Parsing and matching a string against a pattern

+1

John Jenkins
Participating Frequently
Forum|Forum|2 years ago
March 22, 2023

Hello everyone,

I am trying to parse a string against a pattern and return a delimited list of tokens. OpenQM has a Parse() function but there is no equivalent in Universe that I can see. Has anyone done something similar?

For instance, if I have something like below:

string = "Give me 97 bananas"

tokens = Parse(string, "0X0N0X", Char(254))

I would like tokens variable to contain "Give me ":Char(254):"97":Char(254):" bananas"

Any help or suggestions would be appreciates.

------------------------------
Joseph von Arx
Software Developer
Data Management Associates Inc DMA
Cincinnati OH US
------------------------------

Joseph,

Please take a look at the MATCHES clause - - e.g.

The pattern matching operator, the MATCH operator, and its synonym, the MATCHES operator, compares a string expression to a pattern. The syntax for a pattern match expression is: string MATCH[ES] pattern

The pattern is a general description of the format of the string. It can consist of text or the special characters X, A, and N preceded by an integer used as a repeating factor. X stands for any characters, A stands for any alphabetic characters, and N stands for any numeric characters. For example, 3N
is the pattern for character strings made up of three numeric characters. If the repeating factor is zero, any number of characters will match the string. For example, 0A is the pattern for any number of alphabetic characters, including none. If an NLS locale is defined, its associated definitions of alphabetic and numeric determine the pattern matching.

An empty string matches the following patterns: "0A", "0X", "0N", "...", "", '', or \\\\.

If using NLS then there are additional considerations as MATCHES is a byte-level operation - please see the NLS guide for additional details.

Regards

JJ

------------------------------
John Jenkins
Thame, Oxfordshire
------------------------------

JJ

Like

A

Andrew Milne
Participating Frequently
Forum|Forum|2 years ago
March 23, 2023

Hello everyone,

I am trying to parse a string against a pattern and return a delimited list of tokens. OpenQM has a Parse() function but there is no equivalent in Universe that I can see. Has anyone done something similar?

For instance, if I have something like below:

string = "Give me 97 bananas"

tokens = Parse(string, "0X0N0X", Char(254))

I would like tokens variable to contain "Give me ":Char(254):"97":Char(254):" bananas"

Any help or suggestions would be appreciates.
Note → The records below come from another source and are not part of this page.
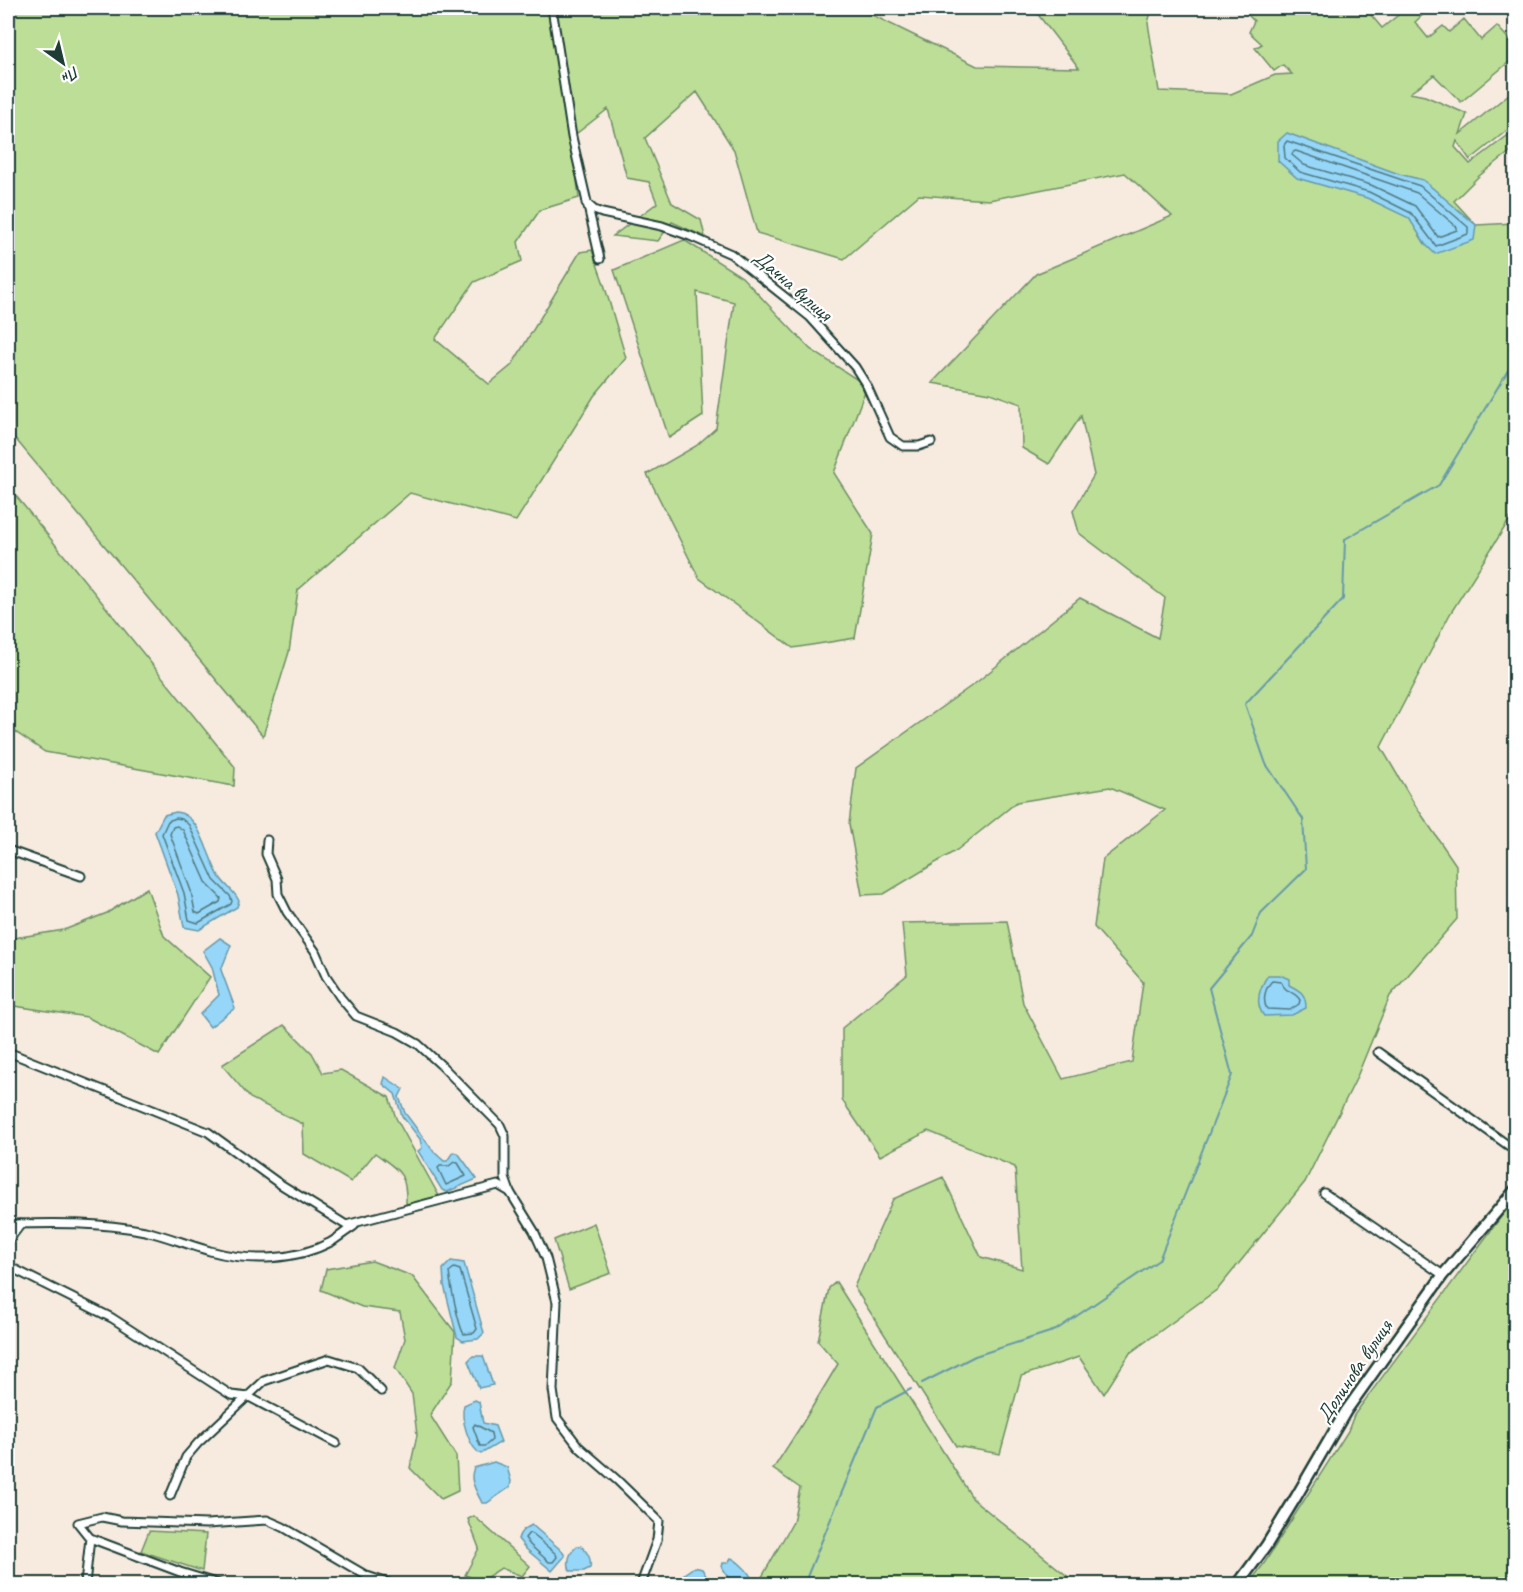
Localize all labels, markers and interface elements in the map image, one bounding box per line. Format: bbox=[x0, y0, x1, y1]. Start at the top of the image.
north arrow bbox=[33, 33, 93, 93]
text: Пн bbox=[58, 62, 83, 88]
street label: Дачна вулиця bbox=[748, 244, 839, 327]
street label: Долинова вулиця bbox=[1310, 1313, 1399, 1427]

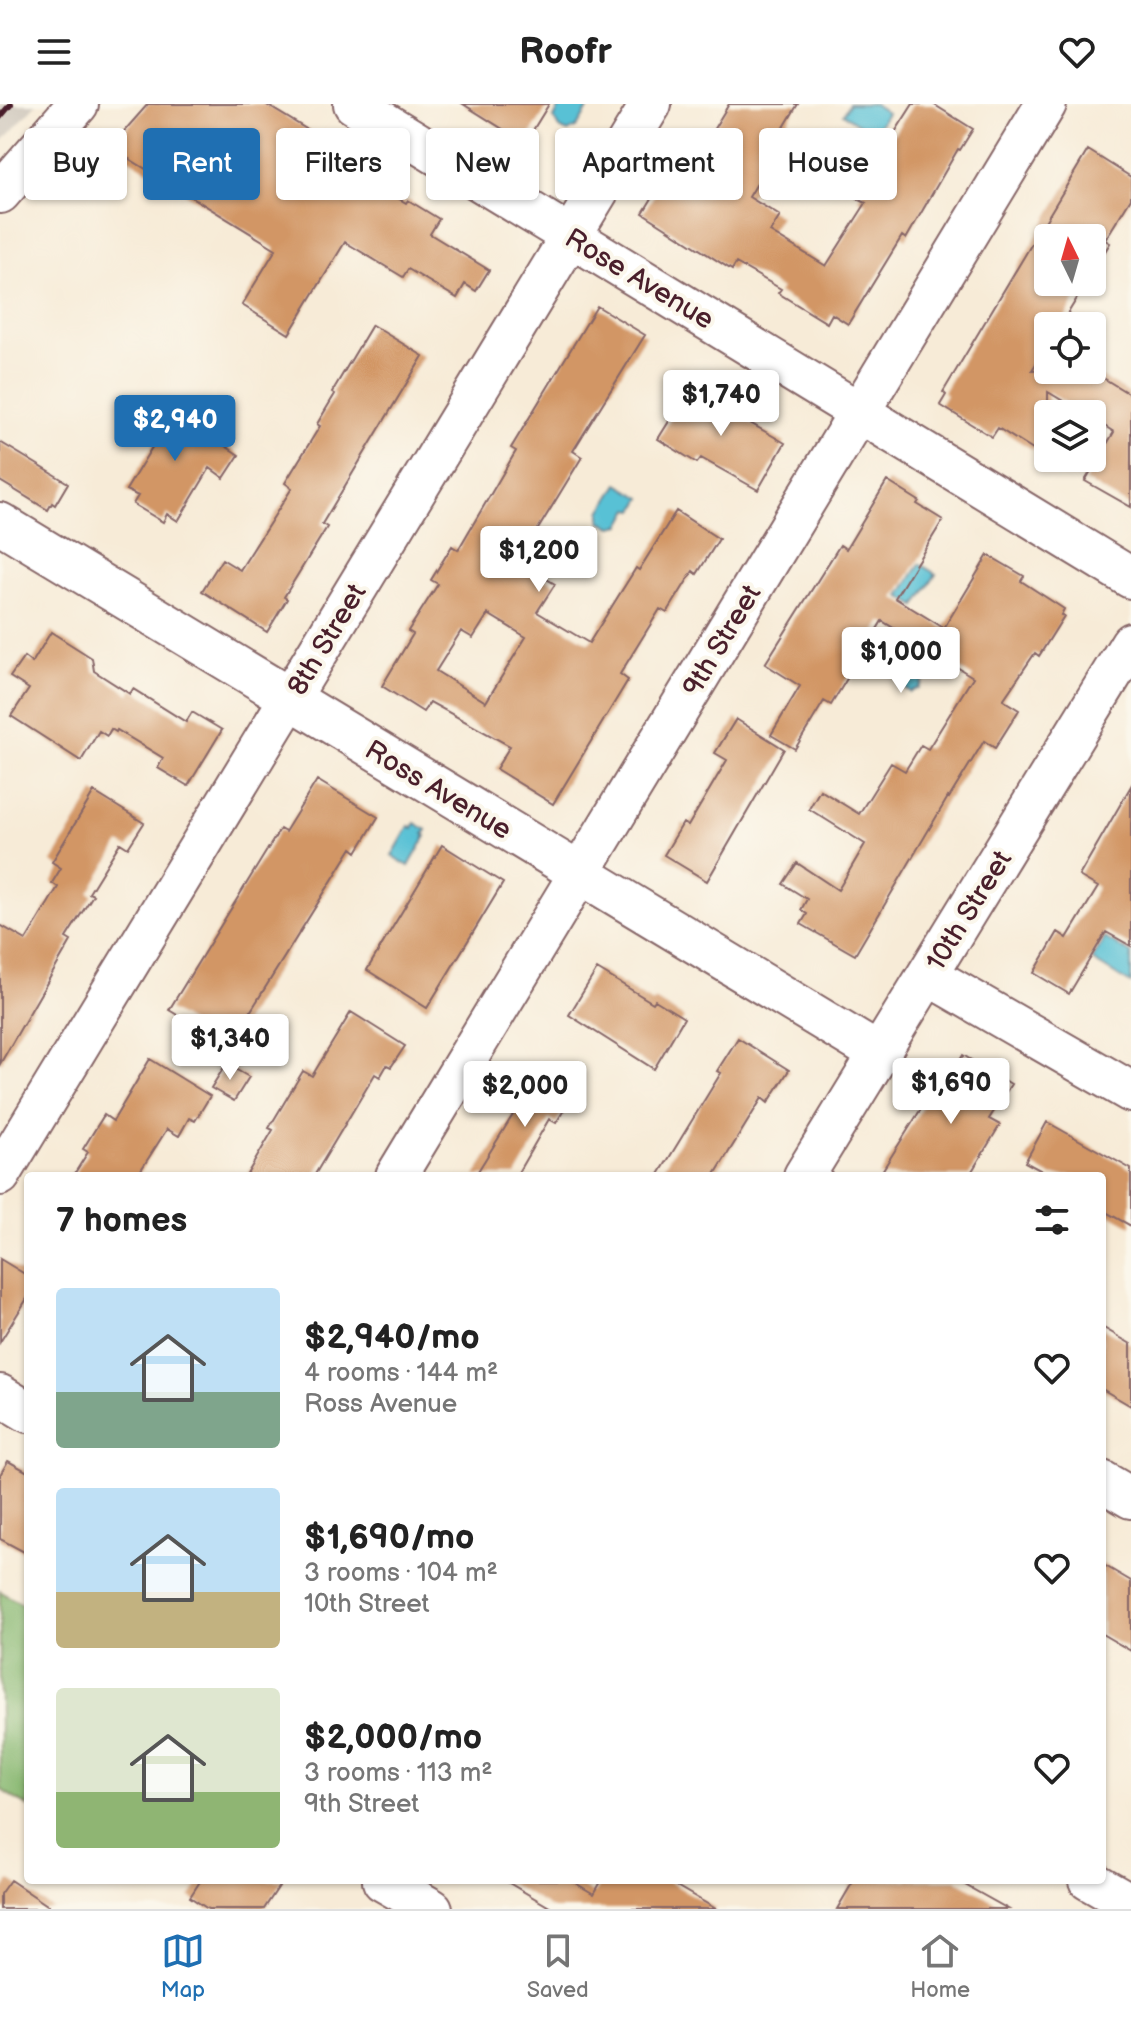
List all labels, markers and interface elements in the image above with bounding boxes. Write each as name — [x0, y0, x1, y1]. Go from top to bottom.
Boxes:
icon: menu — [32, 30, 76, 74]
icon: heart — [1055, 30, 1099, 74]
text: Roofr — [519, 31, 612, 74]
chip: Buy — [24, 128, 127, 200]
chip: Rent — [143, 128, 260, 200]
chip: Filters — [276, 128, 410, 200]
chip: New — [426, 128, 539, 200]
chip: Apartment — [555, 128, 743, 200]
chip: House — [759, 128, 897, 200]
street label: Rose Avenue — [559, 222, 720, 337]
north arrow — [1034, 224, 1106, 296]
map controls — [1034, 224, 1106, 472]
button: locate — [1034, 312, 1106, 384]
pin: $1,740 — [656, 370, 786, 438]
text: $1,740 — [681, 380, 761, 411]
pin: $2,940 — [110, 395, 240, 463]
button: layers — [1034, 400, 1106, 472]
text: $2,940 — [132, 405, 218, 436]
pin: $1,200 — [474, 526, 604, 594]
text: $1,200 — [498, 536, 580, 567]
street label: 8th Street — [281, 578, 374, 702]
street label: 9th Street — [676, 579, 769, 702]
pin: $1,000 — [836, 627, 966, 695]
text: $1,000 — [860, 637, 942, 668]
street label: Ross Avenue — [359, 734, 517, 847]
street label: 10th Street — [919, 844, 1019, 977]
pin: $1,340 — [165, 1014, 295, 1082]
text: $1,340 — [190, 1024, 270, 1055]
pin: $1,690 — [886, 1058, 1016, 1126]
pin: $2,000 — [460, 1061, 590, 1129]
text: $1,690 — [910, 1068, 992, 1099]
text: $2,000 — [481, 1071, 569, 1102]
icon: filters — [1030, 1198, 1074, 1242]
text: 7 homes — [56, 1200, 187, 1241]
text: $2,940/mo — [304, 1317, 480, 1358]
icon: home — [120, 1320, 216, 1416]
icon: heart — [1030, 1346, 1074, 1390]
text: 4 rooms · 144 m² — [304, 1358, 498, 1389]
text: Ross Avenue — [304, 1389, 457, 1420]
text: $1,690/mo — [304, 1517, 474, 1558]
icon: home — [120, 1520, 216, 1616]
icon: heart — [1030, 1546, 1074, 1590]
text: 3 rooms · 104 m² — [304, 1558, 498, 1589]
text: 10th Street — [304, 1589, 430, 1620]
text: $2,000/mo — [304, 1717, 482, 1758]
icon: home — [120, 1720, 216, 1816]
icon: heart — [1030, 1746, 1074, 1790]
text: 3 rooms · 113 m² — [304, 1758, 493, 1789]
text: 9th Street — [304, 1789, 419, 1820]
tab: Map — [161, 1929, 205, 2004]
tab: Saved — [527, 1929, 589, 2004]
tab: Home — [910, 1929, 970, 2004]

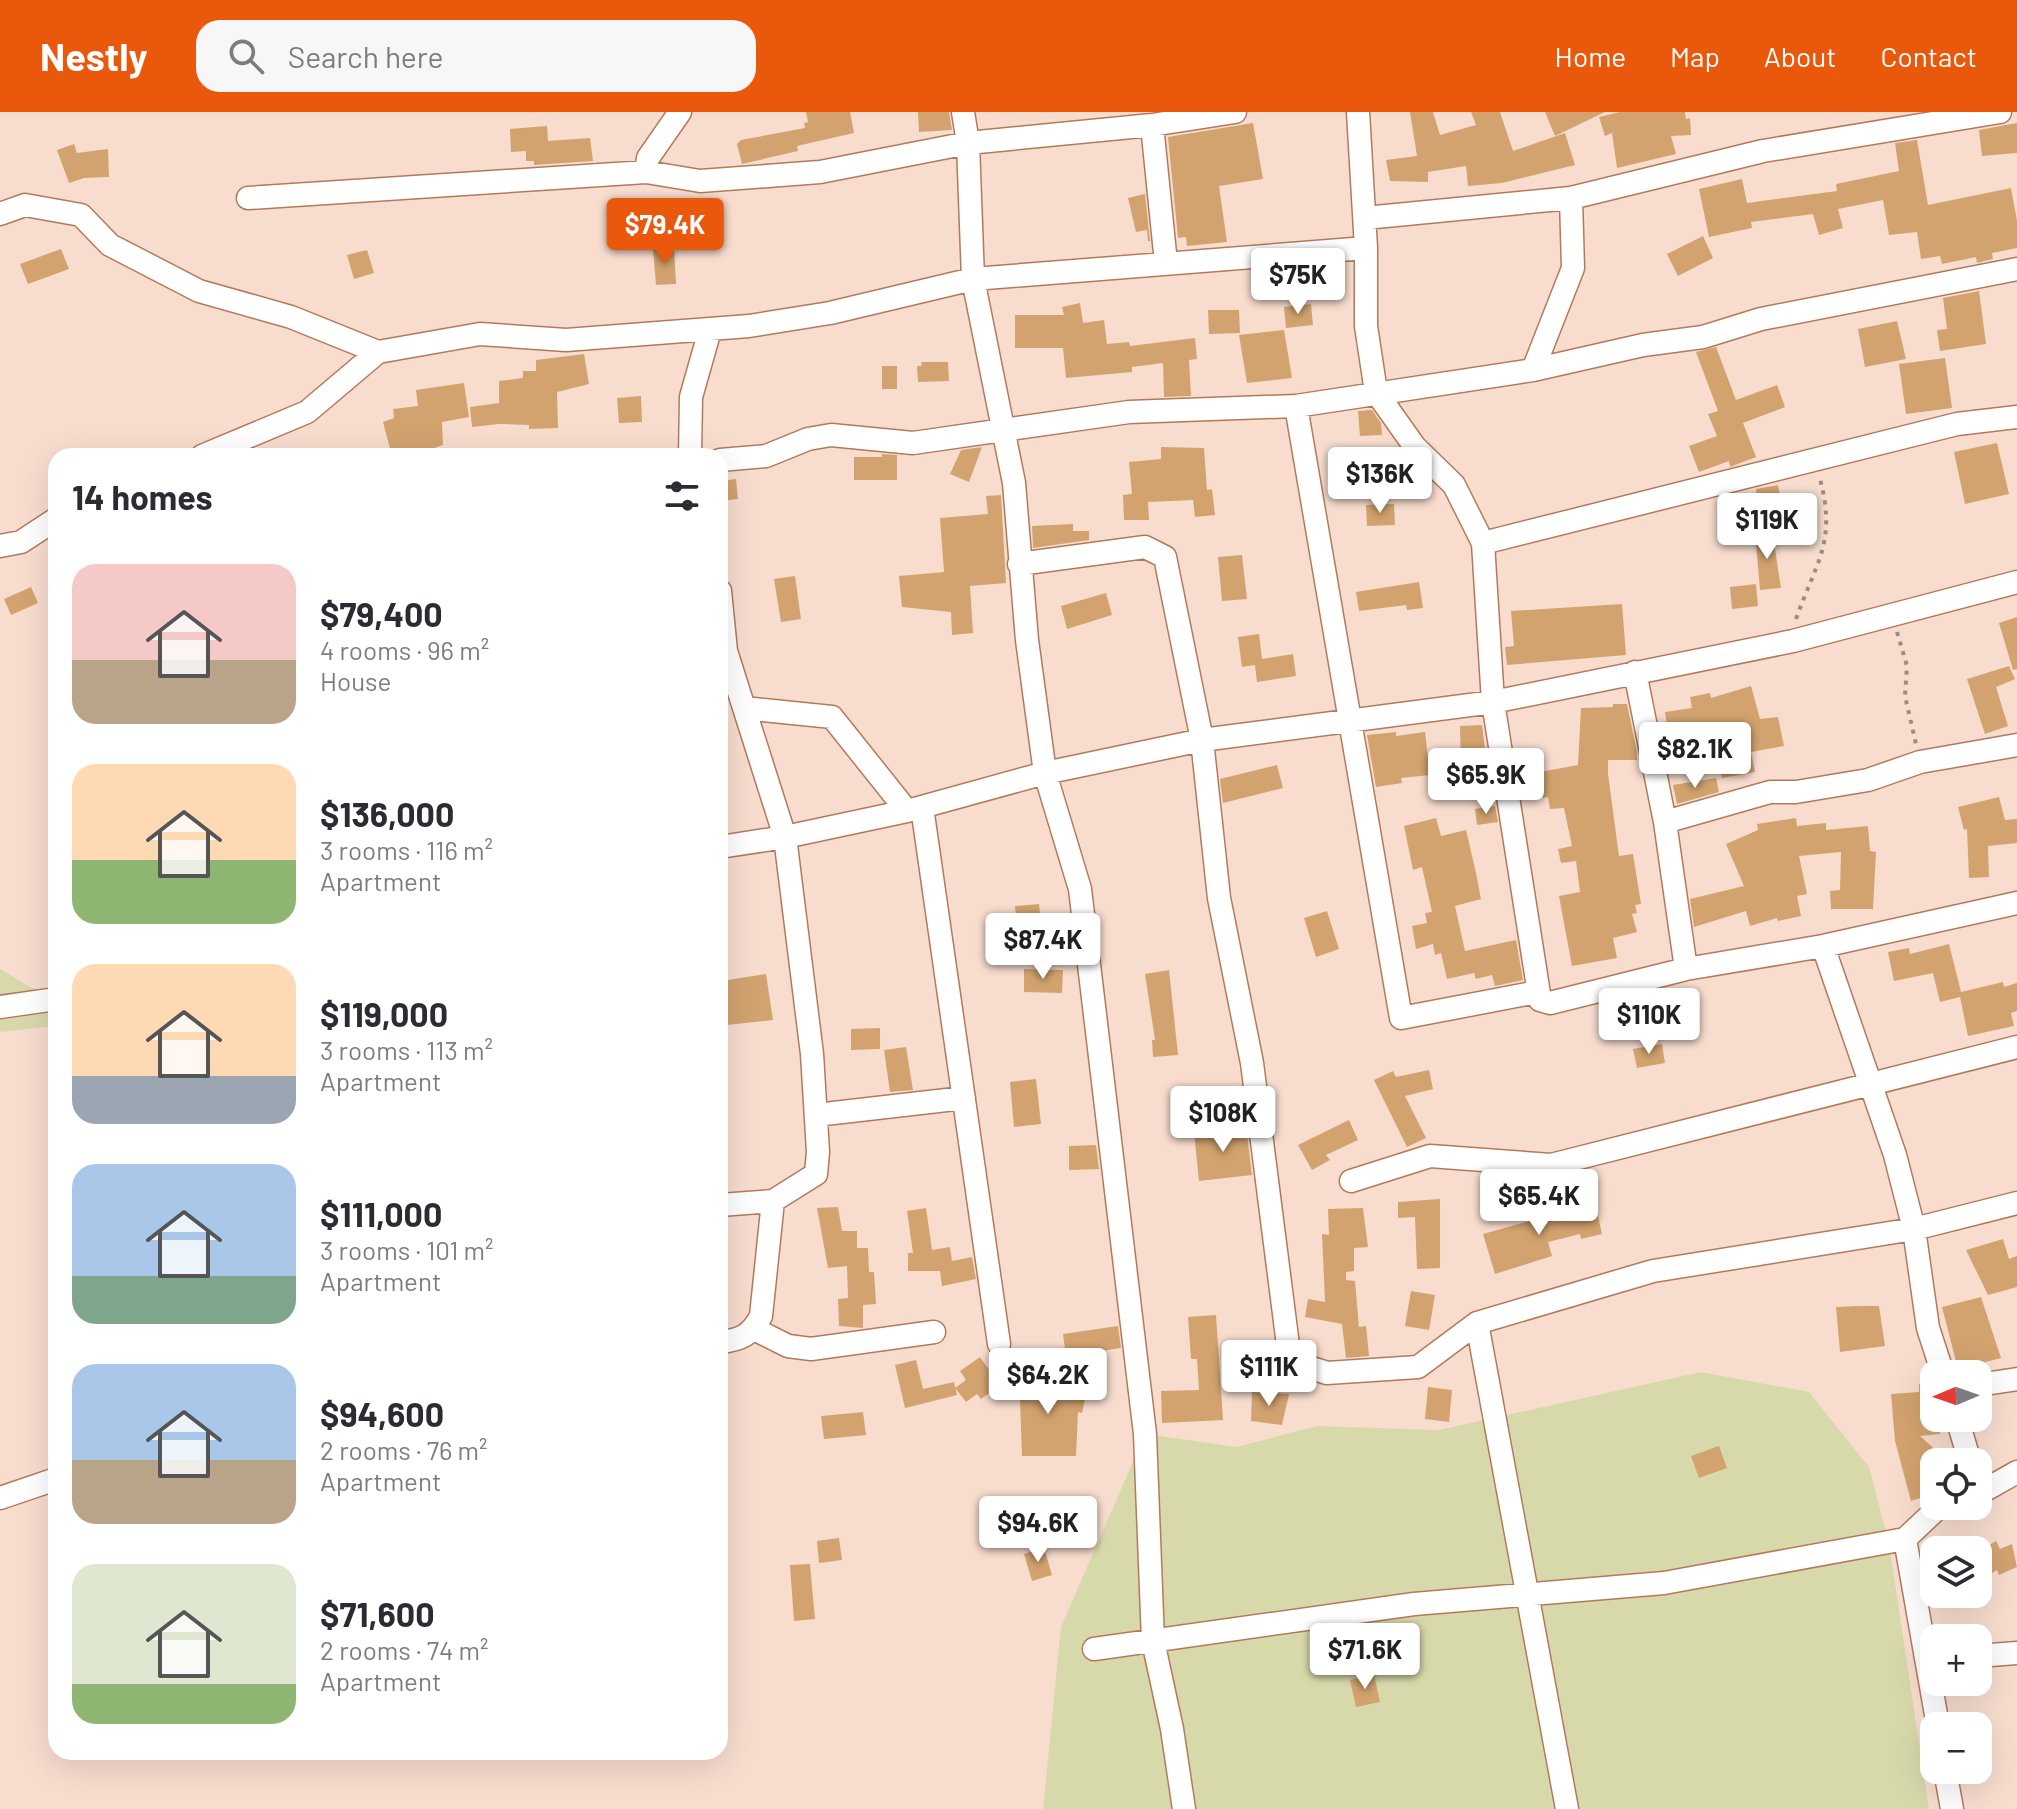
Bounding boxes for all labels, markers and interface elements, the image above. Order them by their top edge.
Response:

------------------------------
Joseph von Arx
Software Developer
Data Management Associates Inc DMA
Cincinnati OH US
------------------------------

Hi Joseph,

this is not "pattern matching" but as something simple that will work with an I Descriptor or in a program will work with your string,

It may give you a start to play with

F1 = "Give Me 97 Bananas"

FIELD(OCONV(F1,"MC/N")," ",1,2):@FM:OCONV(F1,"MCN"):@FM:FIELD(OCONV(F1,"MC/N")," ",4,1)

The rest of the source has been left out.